The Slingshot is one of those once-in-a-lifetime inventions that truly can save the world. It takes any contaminated source of water, even pure raw sewage, and blasts the water out of the source by vaporizing it, extracting it, and storing it. The contents that have been extracted from the water is deposited in a separate bin and can even be used as a combustible to power the engine!

My favorite quote of Kamen’s is the following, “Not required are engineers, pipelines, epidemiologists, or microbiologists. You don’t need any -ologists.
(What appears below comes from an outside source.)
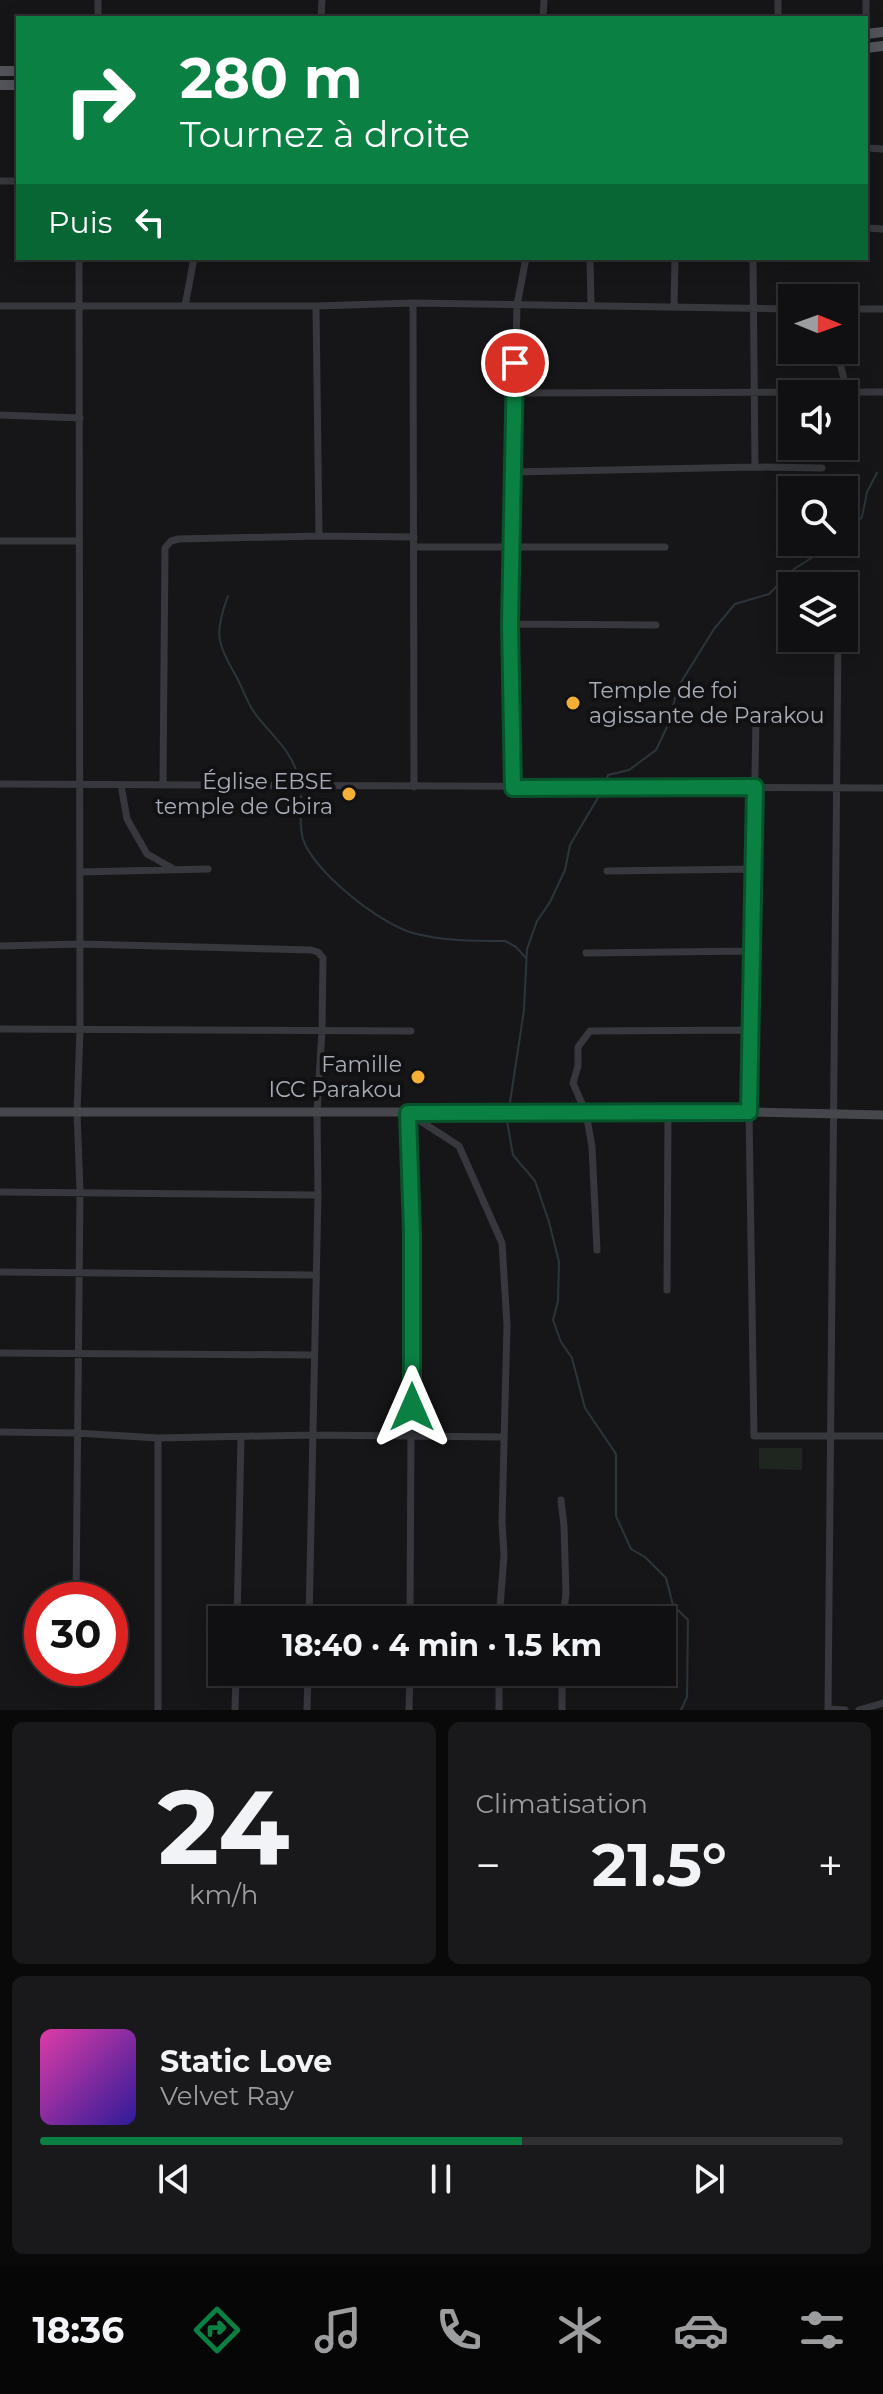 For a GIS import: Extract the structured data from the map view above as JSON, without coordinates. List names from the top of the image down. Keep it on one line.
{"places":["Temple de foi agissante de Parakou","Église EBSE temple de Gbira","Famille ICC Parakou"],"north":"right","page":{"turn":["280 m","Tournez à droite"],"then":"Puis","limit":"30","trip":"18:40 · 4 min · 1.5 km","tile":[["24","km/h"],"Climatisation"],"heat":["−","21.5°","+"],"song":["Static Love","Velvet Ray"],"tabs":"18:36"}}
You don’t need any building permits, bribery, or buræucracies.” Sounds like my kinda guy…

Kamen says that the prototype device is hand-machined at a cost of $100,000 – however, his goal is through mass production to lower the cost to $1,000 per unit.

Kamen named the Slingshot in reference to the duel between the biblical characters of David and Goliath, putting the power back into the hands of the little guy through the use of a small piece of technology, a slingshot.

Once a fluid has passed through this device it’s actually pure, distilled water. Any bottled water that you can buy off-the-shelf has far more minerals and other contaminates than you’ll find in this clean liquid-gold. It really doesn’t matter what the input source was, the export is pure, clean water. Generally, water is taken from its source, then chlorine along with other chemicals are added to disinfect it to make it biologically inactive. When these units are a thousand dollars a pop, sign me up. I’d prefer the water processed by this machine to anything I’m drawing from my faucet, and nuts to paying three dollars a liter for off-the-shelf bottled water that’s nowhere near as clean!